Hace 70 años: ruptura institucional

Hace 70 años: ruptura institucional

No se saldrá de esta espiral violenta mientras no asumamos nuestra realidad.

12 de noviembre 2019 , 07:00 p.m.

Al cumplirse, el pasado día 9, 70 años de que Ospina Pérez cerrara el Congreso, son útiles algunas reflexiones sobre hechos de la vida nacional ocurridos en la segunda mitad del siglo XX y cuyas consecuencias aún vivimos.

A fines de los años 40 se había intensificado la violencia liberal-conservadora, con los horrores descritos en La violencia en Colombia –magistral obra de monseñor Guzmán, Fals Borda y Umaña Luna–, que muestra a todos lo que fue esa violencia fratricida con sus inconcebibles desmanes, hasta involucrar a menores como víctimas o victimarios.

El asesinato de Gaitán en abril del 48, origen del Bogotazo, incrementó tan absurda situación. Ni Bogotá –de tranvía, elegantes formas cachacas y cafés donde se discutía de política– ni el país fueron después los mismos. En el 49, en pleno abaleo en el recinto de la Cámara fue asesinado el parlamentario Gustavo Jiménez, y luego, a consecuencia de los mismos hechos, murió el gran liberal Jorge Soto del Corral.
Entre tanto, en pueblos y veredas caían asesinados campesinos liberales o conservadores, por causas partidistas que ellos mismos no entendían. Y llegaron los desplazamientos, los despojos de tierras, la destrucción de las familias, el menosprecio por la vida.
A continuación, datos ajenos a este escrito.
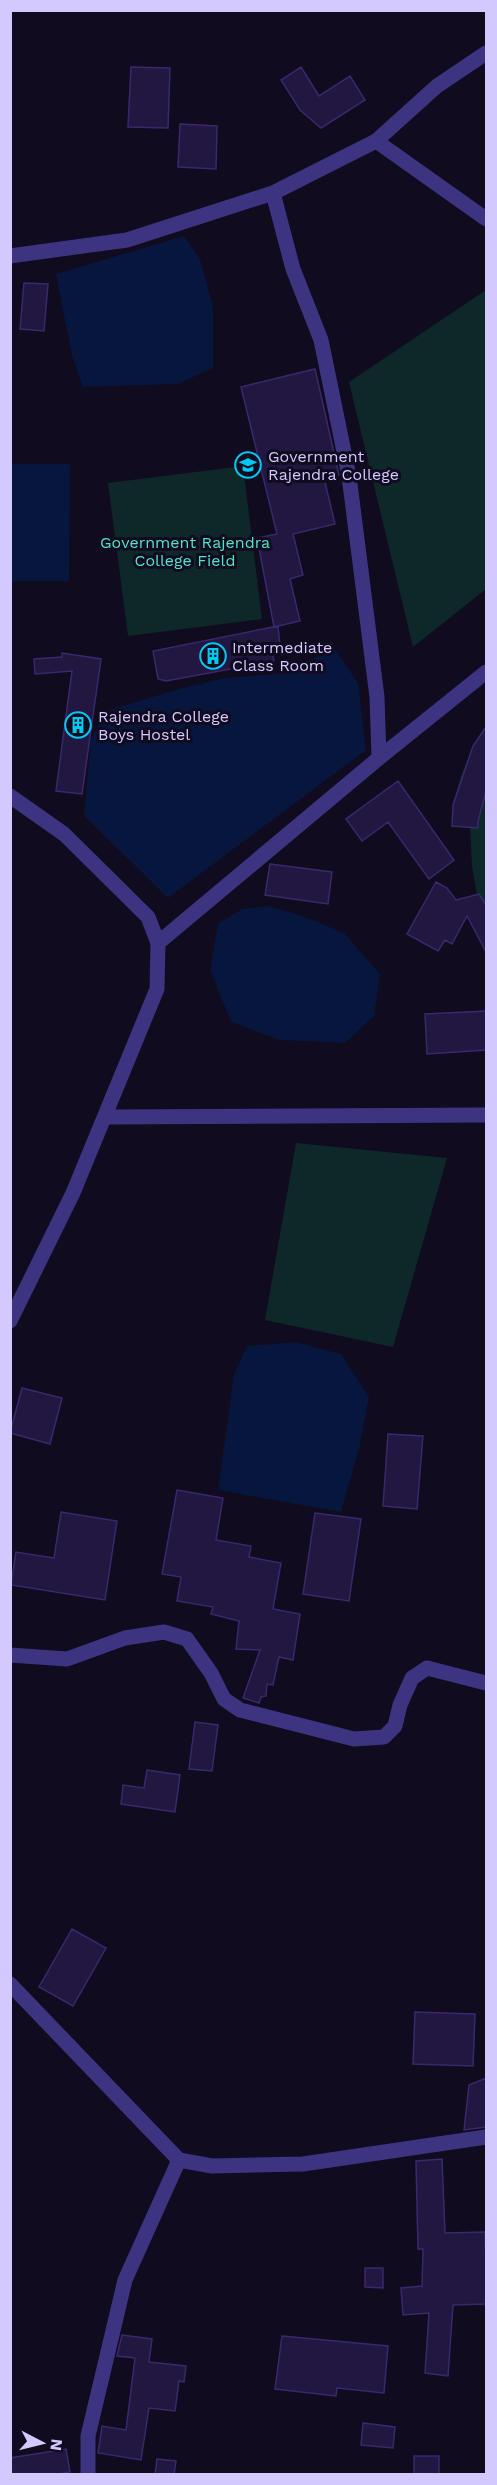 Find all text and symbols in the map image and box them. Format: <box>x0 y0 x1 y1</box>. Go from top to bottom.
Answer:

Cuando el Partido Liberal, en la oposición, se disponía a hacerle un juicio político al presidente, ese tristemente célebre 9 de noviembre del 49 el jefe del Estado, argumentando que el funcionamiento del Congreso era incompatible con el mantenimiento del orden público, lo cerró. Ante el asesinato de Vicente Echandía, hermano del maestro Darío, candidato oficial del liberalismo para la elección de 1950, el partido decretó la abstención y fue elegido Laureano Gómez, candidato único por el conservatismo.

Si entre noviembre del 1949 y 1958 no hubo Congreso ni real separación de poderes, no sé por qué seguimos diciendo que Colombia ha sido siempre un Estado de derecho

Surgieron las guerrillas liberales de las que, en 1964, ante la división entre “limpios y comunes”, nacieron las Farc, hoy supérstites no obstante un proceso de paz con éxitos evidentes.
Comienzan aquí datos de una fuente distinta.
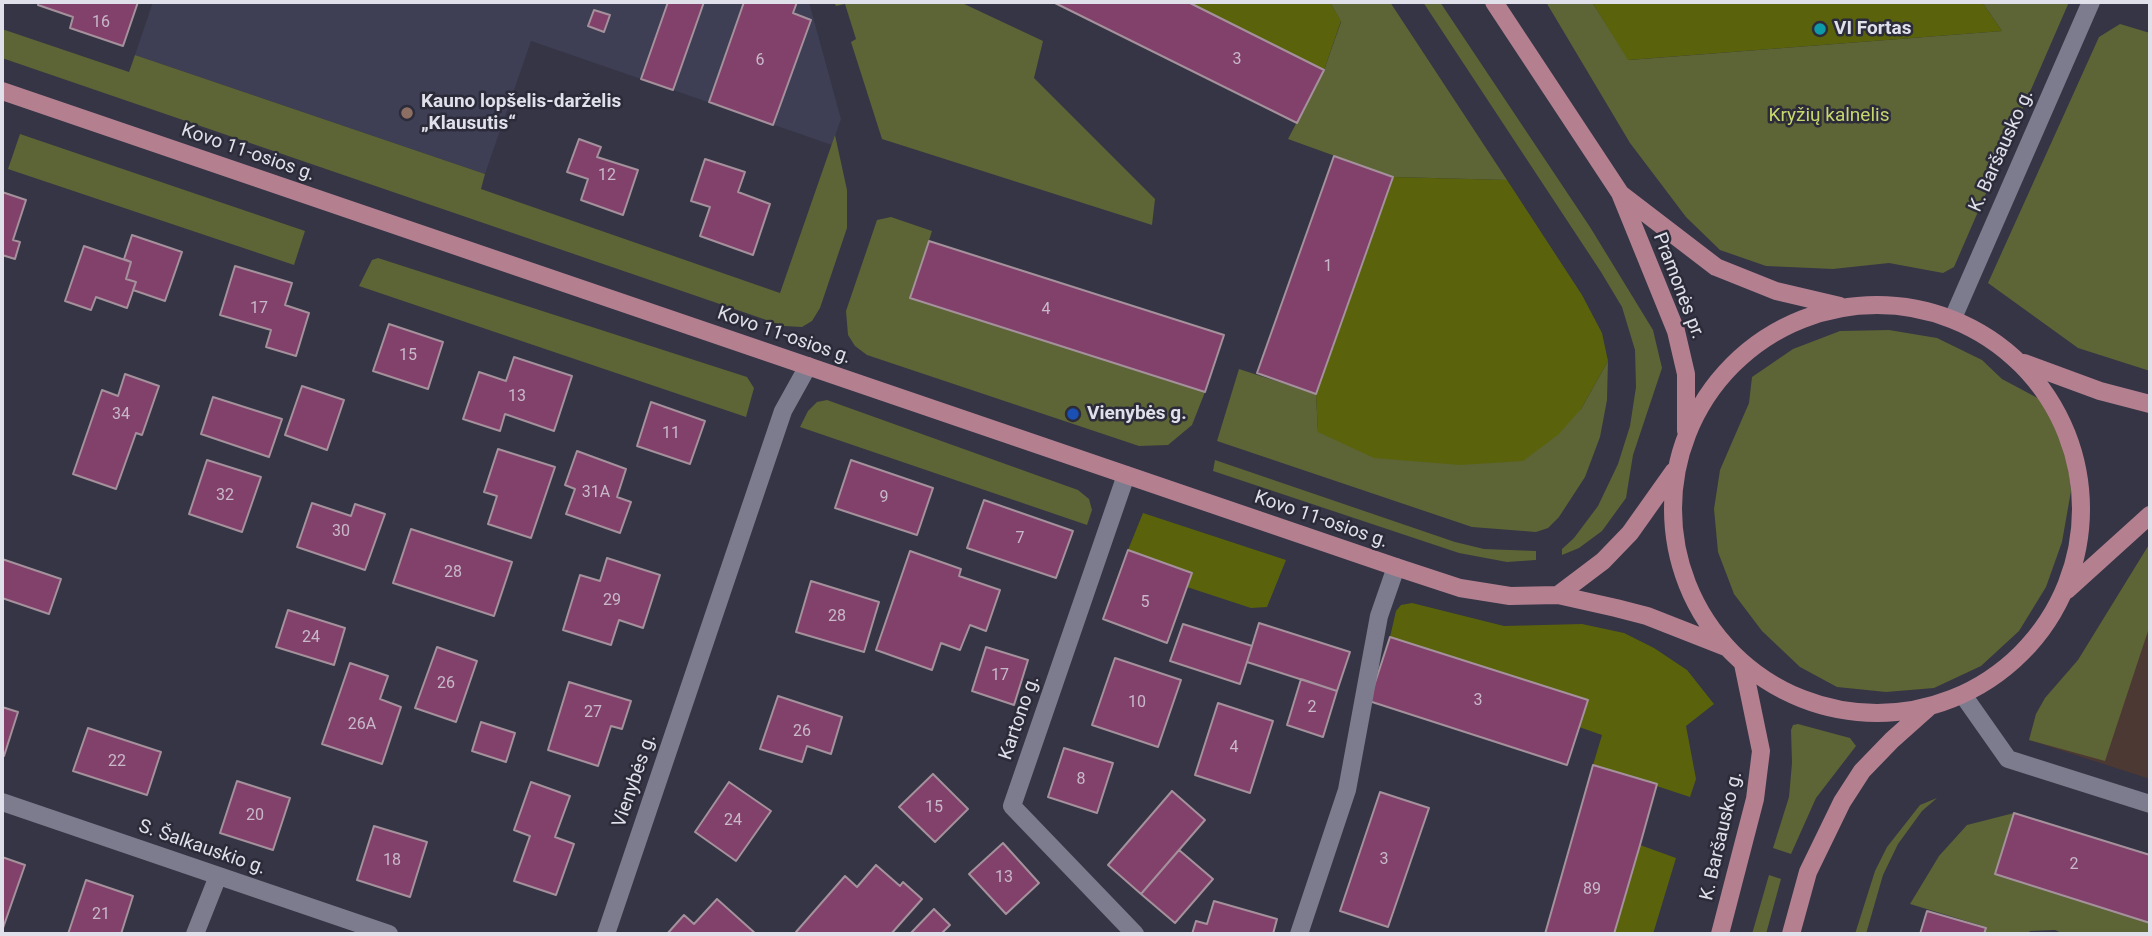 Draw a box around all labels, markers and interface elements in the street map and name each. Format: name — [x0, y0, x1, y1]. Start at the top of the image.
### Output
house number: 16 — [92, 13, 110, 33]
place label: VI Fortas — [1834, 18, 1911, 40]
marker: VI Fortas — [1812, 21, 1828, 37]
house number: 3 — [1233, 50, 1241, 70]
house number: 6 — [756, 51, 764, 71]
street label: K. Baršausko g. — [1965, 86, 2039, 216]
place label: Kauno lopšelis-darželis „Klausutis“ — [421, 91, 621, 135]
marker: Kauno lopšelis-darželis „Klausutis“ — [399, 105, 415, 121]
park label: Kryžių kalnelis — [1769, 105, 1889, 127]
street label: Kovo 11-osios g. — [178, 119, 318, 187]
house number: 12 — [598, 166, 616, 186]
street label: Pramonės pr. — [1647, 230, 1709, 342]
house number: 1 — [1324, 257, 1332, 277]
house number: 17 — [250, 299, 268, 319]
house number: 4 — [1042, 300, 1050, 320]
street label: Kovo 11-osios g. — [714, 302, 854, 370]
house number: 15 — [399, 346, 417, 366]
house number: 13 — [508, 387, 526, 407]
place label: Vienybės g. — [1087, 403, 1187, 425]
house number: 34 — [112, 405, 130, 425]
marker: Vienybės g. — [1065, 406, 1081, 422]
house number: 11 — [662, 424, 680, 444]
house number: 31A — [582, 483, 610, 503]
house number: 32 — [216, 486, 234, 506]
street label: Kovo 11-osios g. — [1251, 486, 1391, 554]
house number: 9 — [880, 488, 888, 508]
house number: 30 — [332, 522, 350, 542]
house number: 7 — [1016, 529, 1024, 549]
house number: 28 — [444, 563, 462, 583]
house number: 29 — [603, 591, 621, 611]
house number: 5 — [1141, 593, 1149, 613]
house number: 28 — [828, 607, 846, 627]
house number: 24 — [302, 628, 320, 648]
house number: 17 — [991, 666, 1009, 686]
street label: Kartono g. — [995, 673, 1045, 763]
house number: 26 — [437, 674, 455, 694]
house number: 3 — [1474, 691, 1482, 711]
house number: 10 — [1128, 693, 1146, 713]
house number: 2 — [1308, 698, 1316, 718]
house number: 27 — [584, 703, 602, 723]
house number: 26A — [348, 715, 376, 735]
house number: 26 — [793, 722, 811, 742]
street label: Vienybės g. — [608, 731, 662, 831]
house number: 4 — [1230, 738, 1238, 758]
house number: 22 — [108, 752, 126, 772]
street label: K. Baršausko g. — [1696, 769, 1748, 903]
house number: 8 — [1077, 770, 1085, 790]
house number: 15 — [925, 798, 943, 818]
house number: 20 — [246, 806, 264, 826]
house number: 24 — [724, 811, 742, 831]
street label: S. Šalkauskio g. — [135, 816, 269, 880]
house number: 3 — [1380, 850, 1388, 870]
house number: 18 — [383, 851, 401, 871]
house number: 2 — [2070, 855, 2078, 875]
house number: 13 — [995, 868, 1013, 888]
house number: 89 — [1583, 880, 1601, 900]
house number: 21 — [92, 905, 110, 925]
En septiembre del 52, como reacción policial por el asesinato de unos agentes en Rovira, Tolima, fueron incendiados El Espectador y EL TIEMPO y atacadas las casas de Lleras Restrepo y López Pumarejo, obligados al exilio.

Y, en medio de ese círculo infernal de violencia, el país recibió jubiloso el golpe militar de Rojas Pinilla –a quien un mes después del 13 de julio de 1953 homenajearon los dos partidos tradicionales–, ya que esa noche, en que continuó con la ruptura institucional, anunció: no más guerra ni más muertes entre los hijos de una misma Colombia.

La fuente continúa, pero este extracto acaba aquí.